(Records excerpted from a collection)
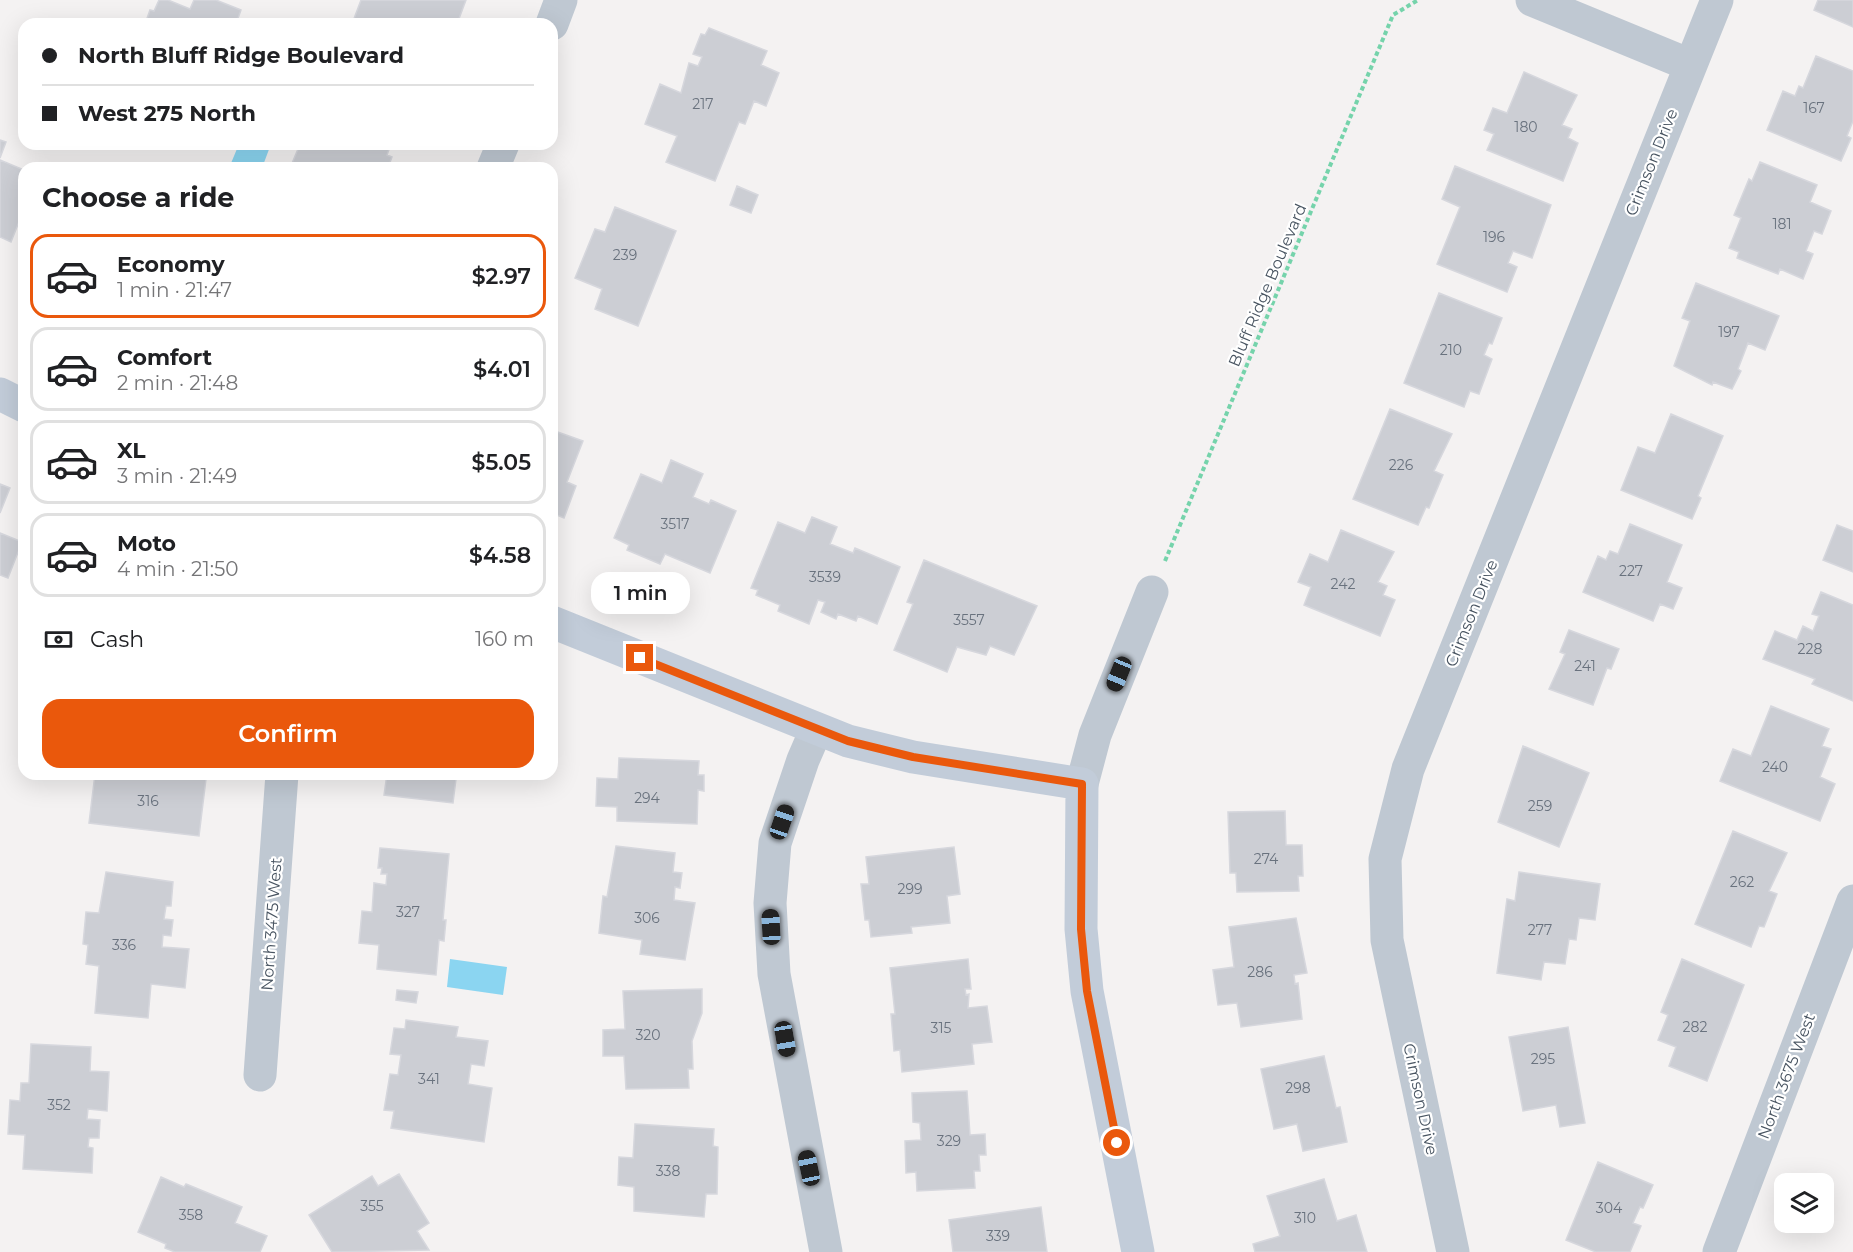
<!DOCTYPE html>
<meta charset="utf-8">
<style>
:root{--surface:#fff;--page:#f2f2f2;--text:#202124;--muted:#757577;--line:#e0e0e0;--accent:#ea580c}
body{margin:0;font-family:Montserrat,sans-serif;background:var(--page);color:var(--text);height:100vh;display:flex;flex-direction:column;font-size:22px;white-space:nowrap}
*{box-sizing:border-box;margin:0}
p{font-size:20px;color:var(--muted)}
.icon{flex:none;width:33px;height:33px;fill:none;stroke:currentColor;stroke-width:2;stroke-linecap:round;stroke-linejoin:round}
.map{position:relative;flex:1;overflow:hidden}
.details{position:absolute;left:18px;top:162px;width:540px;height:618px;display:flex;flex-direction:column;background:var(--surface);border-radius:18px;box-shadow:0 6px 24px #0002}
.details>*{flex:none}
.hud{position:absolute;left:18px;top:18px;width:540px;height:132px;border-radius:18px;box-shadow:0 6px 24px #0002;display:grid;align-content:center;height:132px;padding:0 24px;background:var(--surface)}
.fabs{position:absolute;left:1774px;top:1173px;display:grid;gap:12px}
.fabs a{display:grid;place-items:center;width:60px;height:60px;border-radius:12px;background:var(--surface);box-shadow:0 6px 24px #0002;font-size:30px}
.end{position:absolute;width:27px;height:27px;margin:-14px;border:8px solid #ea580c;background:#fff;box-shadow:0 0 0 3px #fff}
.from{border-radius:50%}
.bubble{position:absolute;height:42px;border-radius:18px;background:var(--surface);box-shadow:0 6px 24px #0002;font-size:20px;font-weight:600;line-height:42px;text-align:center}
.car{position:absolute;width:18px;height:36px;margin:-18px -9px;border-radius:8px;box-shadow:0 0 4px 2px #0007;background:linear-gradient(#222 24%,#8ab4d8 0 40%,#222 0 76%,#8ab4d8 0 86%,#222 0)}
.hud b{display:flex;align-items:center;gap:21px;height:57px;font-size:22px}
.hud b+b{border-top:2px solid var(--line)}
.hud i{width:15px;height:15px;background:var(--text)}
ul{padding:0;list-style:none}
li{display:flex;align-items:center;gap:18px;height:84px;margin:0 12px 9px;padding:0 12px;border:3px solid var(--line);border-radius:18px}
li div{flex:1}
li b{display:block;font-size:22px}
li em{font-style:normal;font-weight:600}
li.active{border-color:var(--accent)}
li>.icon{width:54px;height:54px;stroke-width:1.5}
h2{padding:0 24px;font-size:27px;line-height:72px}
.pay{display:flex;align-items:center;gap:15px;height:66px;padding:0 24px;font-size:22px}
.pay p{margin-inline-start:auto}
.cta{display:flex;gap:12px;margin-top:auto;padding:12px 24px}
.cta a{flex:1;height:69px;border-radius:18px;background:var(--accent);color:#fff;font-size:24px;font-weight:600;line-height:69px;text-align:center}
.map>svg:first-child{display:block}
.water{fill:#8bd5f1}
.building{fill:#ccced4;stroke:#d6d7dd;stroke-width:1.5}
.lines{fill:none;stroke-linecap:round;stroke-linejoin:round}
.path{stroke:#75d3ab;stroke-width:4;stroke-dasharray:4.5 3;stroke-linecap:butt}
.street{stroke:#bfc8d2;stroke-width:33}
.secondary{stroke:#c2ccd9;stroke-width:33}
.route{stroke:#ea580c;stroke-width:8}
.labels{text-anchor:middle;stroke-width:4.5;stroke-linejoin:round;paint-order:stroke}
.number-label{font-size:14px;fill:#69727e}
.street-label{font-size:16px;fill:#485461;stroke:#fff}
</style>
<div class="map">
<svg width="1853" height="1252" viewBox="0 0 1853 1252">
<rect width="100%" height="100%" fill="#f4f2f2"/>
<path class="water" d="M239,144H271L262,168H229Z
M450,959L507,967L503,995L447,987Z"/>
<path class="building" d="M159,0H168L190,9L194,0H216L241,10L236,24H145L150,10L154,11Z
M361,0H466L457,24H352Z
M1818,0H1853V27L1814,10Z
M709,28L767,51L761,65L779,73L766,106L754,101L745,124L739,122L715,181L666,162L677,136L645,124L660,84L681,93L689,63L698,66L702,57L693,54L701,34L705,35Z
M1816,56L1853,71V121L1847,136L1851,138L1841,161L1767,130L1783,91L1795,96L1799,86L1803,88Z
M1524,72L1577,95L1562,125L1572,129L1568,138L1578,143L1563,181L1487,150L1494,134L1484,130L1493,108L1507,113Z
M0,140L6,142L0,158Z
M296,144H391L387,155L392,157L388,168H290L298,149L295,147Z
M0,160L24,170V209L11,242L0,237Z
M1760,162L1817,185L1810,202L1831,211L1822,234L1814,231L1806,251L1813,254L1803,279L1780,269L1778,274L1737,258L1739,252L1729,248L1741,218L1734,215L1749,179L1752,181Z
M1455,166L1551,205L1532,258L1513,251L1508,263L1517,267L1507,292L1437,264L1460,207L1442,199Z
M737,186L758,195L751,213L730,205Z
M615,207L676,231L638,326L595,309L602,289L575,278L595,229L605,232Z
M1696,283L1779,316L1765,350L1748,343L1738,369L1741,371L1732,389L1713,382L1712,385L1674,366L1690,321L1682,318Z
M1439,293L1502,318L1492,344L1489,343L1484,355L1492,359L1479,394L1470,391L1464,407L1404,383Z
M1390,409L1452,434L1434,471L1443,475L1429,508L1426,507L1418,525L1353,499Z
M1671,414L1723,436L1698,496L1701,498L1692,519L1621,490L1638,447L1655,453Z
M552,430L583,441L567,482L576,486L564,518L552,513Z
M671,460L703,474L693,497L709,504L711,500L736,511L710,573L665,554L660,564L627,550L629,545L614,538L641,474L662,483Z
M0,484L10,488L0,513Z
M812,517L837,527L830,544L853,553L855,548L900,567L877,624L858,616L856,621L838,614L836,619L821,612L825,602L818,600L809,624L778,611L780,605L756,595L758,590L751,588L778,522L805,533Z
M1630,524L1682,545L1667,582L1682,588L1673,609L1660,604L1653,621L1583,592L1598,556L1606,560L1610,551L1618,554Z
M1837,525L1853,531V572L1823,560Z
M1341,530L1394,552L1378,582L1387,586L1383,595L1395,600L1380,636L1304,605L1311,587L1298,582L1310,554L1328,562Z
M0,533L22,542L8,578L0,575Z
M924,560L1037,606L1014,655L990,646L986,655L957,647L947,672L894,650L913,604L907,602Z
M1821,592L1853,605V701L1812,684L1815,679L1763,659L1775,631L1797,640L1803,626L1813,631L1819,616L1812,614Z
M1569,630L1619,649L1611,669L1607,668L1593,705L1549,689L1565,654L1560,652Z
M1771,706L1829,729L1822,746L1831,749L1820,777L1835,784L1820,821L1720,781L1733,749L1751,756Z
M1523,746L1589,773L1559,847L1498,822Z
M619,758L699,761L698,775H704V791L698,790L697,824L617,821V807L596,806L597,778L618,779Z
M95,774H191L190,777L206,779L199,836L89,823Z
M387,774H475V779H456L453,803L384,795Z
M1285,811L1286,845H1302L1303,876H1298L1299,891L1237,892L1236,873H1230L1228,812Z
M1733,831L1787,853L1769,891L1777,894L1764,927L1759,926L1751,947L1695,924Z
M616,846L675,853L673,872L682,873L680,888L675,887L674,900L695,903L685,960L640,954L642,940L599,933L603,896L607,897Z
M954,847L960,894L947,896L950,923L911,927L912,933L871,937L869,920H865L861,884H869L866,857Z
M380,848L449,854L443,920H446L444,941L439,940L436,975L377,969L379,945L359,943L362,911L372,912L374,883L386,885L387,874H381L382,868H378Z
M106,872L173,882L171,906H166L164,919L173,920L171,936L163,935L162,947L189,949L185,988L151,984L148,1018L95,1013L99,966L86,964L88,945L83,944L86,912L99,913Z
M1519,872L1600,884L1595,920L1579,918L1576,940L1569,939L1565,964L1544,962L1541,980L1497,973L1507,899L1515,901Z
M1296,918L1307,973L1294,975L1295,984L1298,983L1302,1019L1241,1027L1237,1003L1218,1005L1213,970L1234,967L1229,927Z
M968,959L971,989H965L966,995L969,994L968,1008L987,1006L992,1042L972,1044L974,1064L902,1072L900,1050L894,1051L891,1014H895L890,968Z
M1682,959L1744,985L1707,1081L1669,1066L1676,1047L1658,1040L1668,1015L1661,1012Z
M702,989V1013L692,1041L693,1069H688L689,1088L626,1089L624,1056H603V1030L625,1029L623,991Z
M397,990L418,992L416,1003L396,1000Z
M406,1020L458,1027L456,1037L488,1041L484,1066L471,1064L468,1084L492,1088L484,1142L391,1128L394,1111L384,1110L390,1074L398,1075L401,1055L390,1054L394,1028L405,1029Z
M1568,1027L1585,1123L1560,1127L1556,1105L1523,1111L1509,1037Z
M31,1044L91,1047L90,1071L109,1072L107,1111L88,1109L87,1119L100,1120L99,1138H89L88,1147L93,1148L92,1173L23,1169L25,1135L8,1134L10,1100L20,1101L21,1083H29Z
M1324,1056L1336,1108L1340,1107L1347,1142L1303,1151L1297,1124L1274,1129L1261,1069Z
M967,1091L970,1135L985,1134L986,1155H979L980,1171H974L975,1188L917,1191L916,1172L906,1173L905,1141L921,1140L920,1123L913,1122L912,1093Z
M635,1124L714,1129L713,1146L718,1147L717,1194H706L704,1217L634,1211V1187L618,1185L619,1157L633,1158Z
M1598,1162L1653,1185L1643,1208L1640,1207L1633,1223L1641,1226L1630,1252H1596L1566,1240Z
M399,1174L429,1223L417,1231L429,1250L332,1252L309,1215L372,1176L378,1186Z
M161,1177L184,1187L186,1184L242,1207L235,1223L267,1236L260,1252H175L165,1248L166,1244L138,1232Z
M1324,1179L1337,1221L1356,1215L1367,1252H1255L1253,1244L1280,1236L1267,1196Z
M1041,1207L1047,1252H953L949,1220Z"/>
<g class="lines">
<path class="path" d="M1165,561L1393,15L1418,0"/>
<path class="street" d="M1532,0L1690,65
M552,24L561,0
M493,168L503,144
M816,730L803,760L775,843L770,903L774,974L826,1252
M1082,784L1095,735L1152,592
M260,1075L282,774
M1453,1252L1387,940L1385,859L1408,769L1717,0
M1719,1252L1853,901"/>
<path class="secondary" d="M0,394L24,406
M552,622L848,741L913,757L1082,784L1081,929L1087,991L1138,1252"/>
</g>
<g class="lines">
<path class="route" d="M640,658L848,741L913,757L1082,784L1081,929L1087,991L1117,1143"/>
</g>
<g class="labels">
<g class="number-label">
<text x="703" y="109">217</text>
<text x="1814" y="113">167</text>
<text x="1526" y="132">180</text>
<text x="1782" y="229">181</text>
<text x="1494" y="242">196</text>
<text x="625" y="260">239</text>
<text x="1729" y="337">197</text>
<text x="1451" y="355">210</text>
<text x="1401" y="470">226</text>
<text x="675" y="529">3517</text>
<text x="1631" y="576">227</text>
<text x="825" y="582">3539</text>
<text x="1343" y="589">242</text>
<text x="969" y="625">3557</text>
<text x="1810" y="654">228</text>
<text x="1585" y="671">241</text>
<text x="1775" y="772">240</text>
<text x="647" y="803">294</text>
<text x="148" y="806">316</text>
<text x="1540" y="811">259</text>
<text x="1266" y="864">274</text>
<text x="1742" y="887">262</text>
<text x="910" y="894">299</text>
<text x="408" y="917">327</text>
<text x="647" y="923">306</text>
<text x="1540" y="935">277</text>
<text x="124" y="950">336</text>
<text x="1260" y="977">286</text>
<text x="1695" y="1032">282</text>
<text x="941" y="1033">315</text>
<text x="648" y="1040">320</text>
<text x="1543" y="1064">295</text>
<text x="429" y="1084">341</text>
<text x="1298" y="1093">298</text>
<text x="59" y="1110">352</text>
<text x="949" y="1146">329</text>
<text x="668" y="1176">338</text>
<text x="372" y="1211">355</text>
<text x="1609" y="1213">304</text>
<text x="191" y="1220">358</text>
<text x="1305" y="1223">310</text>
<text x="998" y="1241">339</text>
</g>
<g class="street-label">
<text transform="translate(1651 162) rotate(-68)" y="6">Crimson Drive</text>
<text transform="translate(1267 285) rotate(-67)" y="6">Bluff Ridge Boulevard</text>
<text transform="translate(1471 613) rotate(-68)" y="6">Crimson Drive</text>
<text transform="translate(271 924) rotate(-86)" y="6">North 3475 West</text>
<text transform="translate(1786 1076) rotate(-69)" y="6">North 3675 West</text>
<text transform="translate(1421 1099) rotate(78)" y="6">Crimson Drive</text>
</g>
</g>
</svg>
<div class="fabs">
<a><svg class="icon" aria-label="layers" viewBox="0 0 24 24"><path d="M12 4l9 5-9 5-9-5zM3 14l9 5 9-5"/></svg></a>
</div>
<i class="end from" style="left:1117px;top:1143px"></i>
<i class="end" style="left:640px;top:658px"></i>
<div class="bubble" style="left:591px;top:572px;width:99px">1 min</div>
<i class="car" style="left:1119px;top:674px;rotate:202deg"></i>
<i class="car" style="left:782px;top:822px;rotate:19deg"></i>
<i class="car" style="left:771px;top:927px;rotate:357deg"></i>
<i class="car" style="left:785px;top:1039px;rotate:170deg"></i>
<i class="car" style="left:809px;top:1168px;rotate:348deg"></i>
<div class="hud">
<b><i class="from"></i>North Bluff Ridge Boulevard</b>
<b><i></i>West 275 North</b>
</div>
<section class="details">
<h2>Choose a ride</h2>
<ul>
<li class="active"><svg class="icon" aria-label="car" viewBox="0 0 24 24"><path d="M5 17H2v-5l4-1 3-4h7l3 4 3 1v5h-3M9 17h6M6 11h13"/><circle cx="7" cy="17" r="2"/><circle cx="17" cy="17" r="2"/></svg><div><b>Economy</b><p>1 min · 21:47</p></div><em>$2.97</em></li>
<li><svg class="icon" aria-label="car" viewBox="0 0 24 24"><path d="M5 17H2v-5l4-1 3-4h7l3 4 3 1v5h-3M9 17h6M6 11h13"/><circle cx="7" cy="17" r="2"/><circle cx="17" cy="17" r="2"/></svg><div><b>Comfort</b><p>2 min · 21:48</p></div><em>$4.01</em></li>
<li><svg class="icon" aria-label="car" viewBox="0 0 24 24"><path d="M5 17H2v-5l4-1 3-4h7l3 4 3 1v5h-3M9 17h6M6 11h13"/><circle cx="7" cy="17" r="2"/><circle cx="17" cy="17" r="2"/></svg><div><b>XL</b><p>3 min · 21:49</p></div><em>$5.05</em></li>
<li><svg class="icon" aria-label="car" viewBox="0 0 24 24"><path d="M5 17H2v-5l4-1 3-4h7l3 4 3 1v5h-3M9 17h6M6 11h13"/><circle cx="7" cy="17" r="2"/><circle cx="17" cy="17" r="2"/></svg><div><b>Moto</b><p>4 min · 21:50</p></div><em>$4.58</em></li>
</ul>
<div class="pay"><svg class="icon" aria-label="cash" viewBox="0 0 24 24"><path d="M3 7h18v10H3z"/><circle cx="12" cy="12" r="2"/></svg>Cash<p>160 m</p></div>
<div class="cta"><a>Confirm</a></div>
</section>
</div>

◆ Your task
If a line in the entries contains the word "linecap", copy that line out.

◆ Answer area
.icon{flex:none;width:33px;height:33px;fill:none;stroke:currentColor;stroke-width:2;stroke-linecap:round;stroke-linejoin:round}
.lines{fill:none;stroke-linecap:round;stroke-linejoin:round}
.path{stroke:#75d3ab;stroke-width:4;stroke-dasharray:4.5 3;stroke-linecap:butt}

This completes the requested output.